TASK DESCRIPTION: Gather all lines from the material that contain "strokeStyle".

SOURCE DATA:
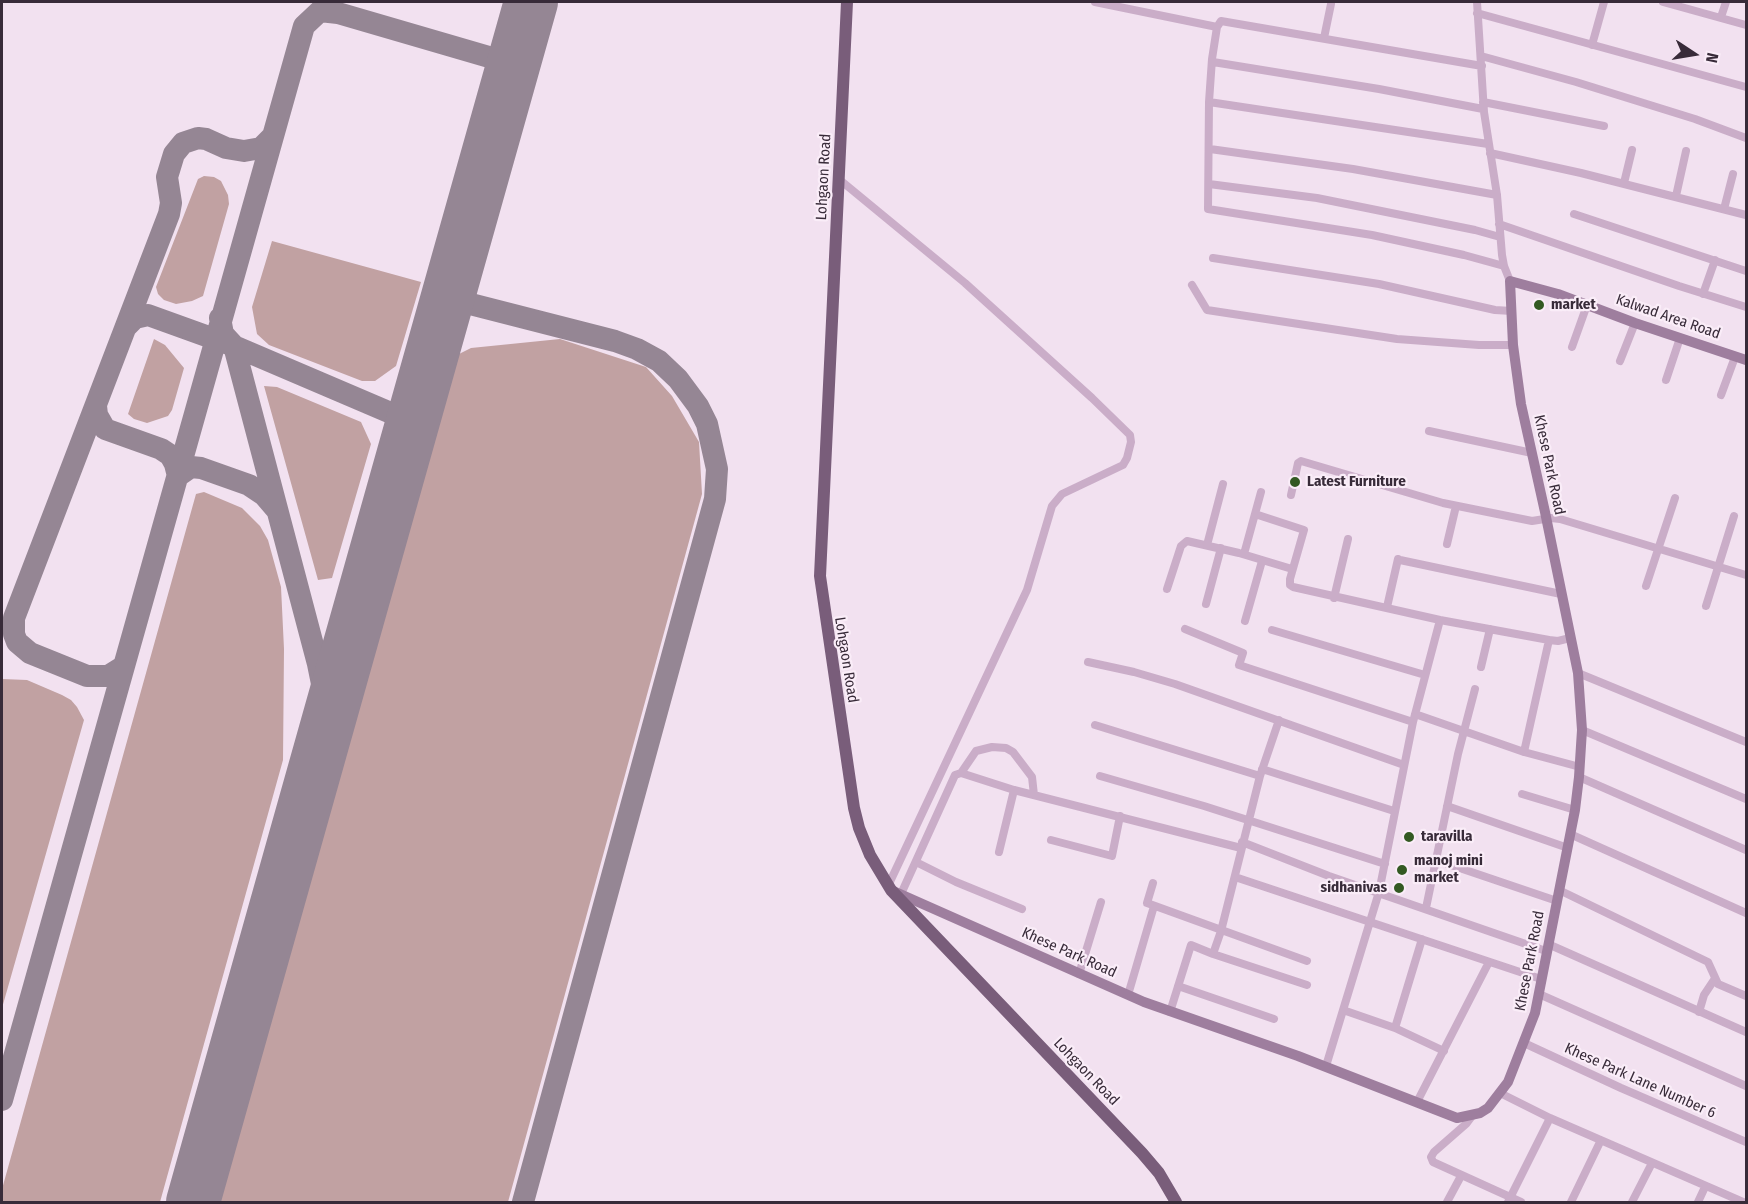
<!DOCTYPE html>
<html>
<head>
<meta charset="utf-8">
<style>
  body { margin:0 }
  #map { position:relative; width:1748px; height:1204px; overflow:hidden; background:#f2e1f0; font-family:"Fira Sans Condensed",sans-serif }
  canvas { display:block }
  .frame { position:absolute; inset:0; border:3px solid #382b39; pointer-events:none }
  .north { position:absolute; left:1664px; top:24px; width:60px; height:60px; -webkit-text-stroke:4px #faedf8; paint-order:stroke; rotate:102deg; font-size:16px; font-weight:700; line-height:24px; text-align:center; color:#382b39 }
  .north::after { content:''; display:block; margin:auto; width:21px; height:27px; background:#382b39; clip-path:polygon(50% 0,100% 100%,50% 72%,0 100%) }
</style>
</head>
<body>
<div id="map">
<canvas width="1748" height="1204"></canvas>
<div class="frame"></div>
<div class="north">N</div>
</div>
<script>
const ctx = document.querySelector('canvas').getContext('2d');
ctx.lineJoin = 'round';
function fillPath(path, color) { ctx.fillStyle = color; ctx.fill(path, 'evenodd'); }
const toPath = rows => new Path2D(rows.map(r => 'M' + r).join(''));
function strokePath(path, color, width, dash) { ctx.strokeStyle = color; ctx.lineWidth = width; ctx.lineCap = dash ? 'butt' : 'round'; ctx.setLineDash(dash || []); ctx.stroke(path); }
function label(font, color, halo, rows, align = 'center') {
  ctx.font = font + ' "Fira Sans Condensed",sans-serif'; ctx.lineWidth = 4.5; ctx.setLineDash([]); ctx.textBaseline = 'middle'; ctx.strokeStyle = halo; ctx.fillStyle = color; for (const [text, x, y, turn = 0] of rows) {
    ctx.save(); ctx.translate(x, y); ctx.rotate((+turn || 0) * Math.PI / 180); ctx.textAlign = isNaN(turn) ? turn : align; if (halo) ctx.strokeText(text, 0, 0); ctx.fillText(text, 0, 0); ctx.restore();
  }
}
fillPath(toPath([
  [204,176,214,177,221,181,228,195,229,204,203,296,192,301,176,304,164,300,158,294,156,287,198,179],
  [272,241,421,282,396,366,375,381,362,381,269,345,257,334,252,307],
  [154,339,165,345,184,368,172,410,168,416,147,423,134,419,128,414],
  [560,339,646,367,672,396,699,442,702,494,508,1202,217,1202,453,357,471,348],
  [264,386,277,387,361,422,371,444,332,578,318,580],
  [204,492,242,508,260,526,268,540,281,587,284,649,283,760,160,1202,2,1202,2,1189,196,494],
  [2,679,27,680,62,695,71,700,77,707,84,720,2,1008]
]), '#c1a1a2');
strokePath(toPath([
  [447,298,615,341,637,349,659,361,678,379,698,406,707,424,717,469,715,499,523,1202],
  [220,318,223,334,234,346,318,664,329,718],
  [126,327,135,318,148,315,234,346,412,422],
  [96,406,97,415,105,429,161,449,170,455,175,464,178,476,191,467,201,468,249,485,264,495,276,509],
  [318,664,326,664,337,660,348,650],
  [124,666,108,676,87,676,30,653,17,642,14,634,14,618,169,214,171,203,167,177,174,154,183,143,198,138,206,139,226,148,244,151,261,148,272,137],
  [2,1100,304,26,320,11,338,13,513,64]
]), '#958694', 22);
strokePath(toPath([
  [193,1202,531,2]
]), '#958694', 54);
strokePath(toPath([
  [1095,2,1217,27],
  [1477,2,1484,112,1497,195,1502,255,1504,266,1510,281],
  [1663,2,1746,25],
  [1477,13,1746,87],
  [1721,17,1726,2],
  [1324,38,1331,4],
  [1592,45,1604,2],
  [1481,56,1576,82,1695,119,1746,138],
  [1213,62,1379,89,1483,109],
  [1482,66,1221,21,1217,27,1212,59,1209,102,1208,209,1372,235,1464,255,1504,266],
  [1209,102,1488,144],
  [1483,102,1604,126],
  [1210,149,1353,169,1497,195],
  [1490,153,1581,173,1746,215],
  [840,180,965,283,1092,398,1130,435,1131,442,1127,458,1123,465,1062,494,1052,506,1027,590,888,886],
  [1624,183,1632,150],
  [1209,184,1317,198,1475,230,1500,237],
  [1676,196,1686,151],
  [1724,209,1733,174],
  [1574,214,1746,271],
  [1499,224,1679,286,1746,307],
  [1213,258,1379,284,1495,310,1512,311],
  [1192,285,1207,310,1397,339,1479,345,1513,345],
  [1703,294,1715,260],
  [1572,347,1587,305],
  [1620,361,1635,323],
  [1666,380,1680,338],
  [1721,395,1735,357],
  [1429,431,1532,453],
  [1291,495,1298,463,1301,461,1443,503,1532,521,1551,518,1560,519,1746,575],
  [1255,514,1304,530,1290,579,1290,585,1293,587,1440,620,1549,640,1558,641,1570,638],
  [1447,544,1456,506],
  [1207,545,1223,484],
  [1244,554,1261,492],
  [1400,560,1561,594],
  [1646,586,1675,498],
  [1167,589,1181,546,1187,541,1239,553,1292,569],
  [1334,598,1348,539],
  [1206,604,1221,548],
  [1706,606,1734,516],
  [1387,607,1398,559],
  [1245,621,1262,561],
  [1185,629,1243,653,1239,665,1413,722],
  [1272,630,1425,675],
  [1088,662,1134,672,1175,684,1404,765],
  [1481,667,1490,629],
  [1578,673,1746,742],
  [1415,714,1524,752,1580,767],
  [1095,725,1260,776],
  [1582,730,1746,799],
  [1524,752,1549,640],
  [1262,769,1394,811],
  [961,773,1014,790,1241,848],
  [1100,776,1204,806,1385,864],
  [1579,777,1746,850],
  [1522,794,1575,810],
  [1447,806,1568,848],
  [1570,834,1746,913],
  [1051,840,1112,856,1120,816],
  [1242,842,1329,876,1546,951],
  [999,852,1014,790],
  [1436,860,1557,901],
  [916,862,956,882,1022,909],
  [1235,877,1541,979],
  [1153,883,1147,903,1307,961],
  [1559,890,1708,962,1718,984,1746,996],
  [901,894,955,775,961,773,976,751,992,747,1006,748,1013,752,1032,777,1034,795],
  [1426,908,1458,754,1475,689],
  [1548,944,1746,1032],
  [1213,954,1221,931,1260,776,1279,720],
  [1079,974,1101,902],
  [1178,986,1274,1019],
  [1539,994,1746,1086],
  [1128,995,1154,906],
  [1343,1010,1395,1028,1444,1051],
  [1170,1012,1191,945,1213,954,1307,985],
  [1699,1012,1704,995,1714,980],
  [1395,1028,1422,939],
  [1524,1043,1621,1088,1746,1142],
  [1326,1066,1379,892,1413,722,1440,620],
  [1500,1093,1550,1118,1743,1202],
  [1417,1102,1489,962],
  [1472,1116,1466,1124,1434,1152,1431,1157,1433,1162,1521,1202],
  [1447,1202,1461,1176],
  [1508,1202,1550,1118],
  [1571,1202,1601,1140],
  [1632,1202,1652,1163],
  [1698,1202,1705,1187]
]), '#caadc8', 8);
strokePath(toPath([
  [891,890,1144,1002,1298,1056,1457,1118,1480,1113,1488,1108,1508,1082,1535,1013,1575,810,1579,777,1582,730,1578,673,1545,512,1521,404,1513,345,1510,281,1558,294,1635,323,1746,360]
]), '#9e7e9e', 10);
strokePath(toPath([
  [847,2,820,576,854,808,859,828,870,855,891,890,1142,1153,1159,1173,1176,1202]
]), '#795d7a', 12);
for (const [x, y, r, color] of [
  [1539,305,6,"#335922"],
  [1295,482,6,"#335922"],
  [1409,837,6,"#335922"],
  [1402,870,6,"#335922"],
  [1399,888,6,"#335922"]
]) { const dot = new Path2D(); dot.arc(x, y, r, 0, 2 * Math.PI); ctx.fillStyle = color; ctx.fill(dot); strokePath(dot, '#faedf8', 2); }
label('15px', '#382b39', '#faedf8', [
  ["Lohgaon Road",824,177,-87],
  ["Kalwad Area Road",1668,317,19],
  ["Khese Park Road",1549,465,78],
  ["Lohgaon Road",846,660,81],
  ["Khese Park Road",1069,953,24],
  ["Khese Park Road",1530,961,-79],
  ["Lohgaon Road",1086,1072,46],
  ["Khese Park Lane Number 6",1640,1081,24]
]);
label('bold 15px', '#382b39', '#faedf8', [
  ["market",1551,305],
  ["Latest Furniture",1307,482],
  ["taravilla",1421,837],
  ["manoj mini",1414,861],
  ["market",1414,878],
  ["sidhanivas",1387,888,"right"]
], 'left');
</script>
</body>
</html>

TASK RESPONSE:
function strokePath(path, color, width, dash) { ctx.strokeStyle = color; ctx.lineWidth = width; ctx.lineCap = dash ? 'butt' : 'round'; ctx.setLineDash(dash || []); ctx.stroke(path); }
  ctx.font = font + ' "Fira Sans Condensed",sans-serif'; ctx.lineWidth = 4.5; ctx.setLineDash([]); ctx.textBaseline = 'middle'; ctx.strokeStyle = halo; ctx.fillStyle = color; for (const [text, x, y, turn = 0] of rows) {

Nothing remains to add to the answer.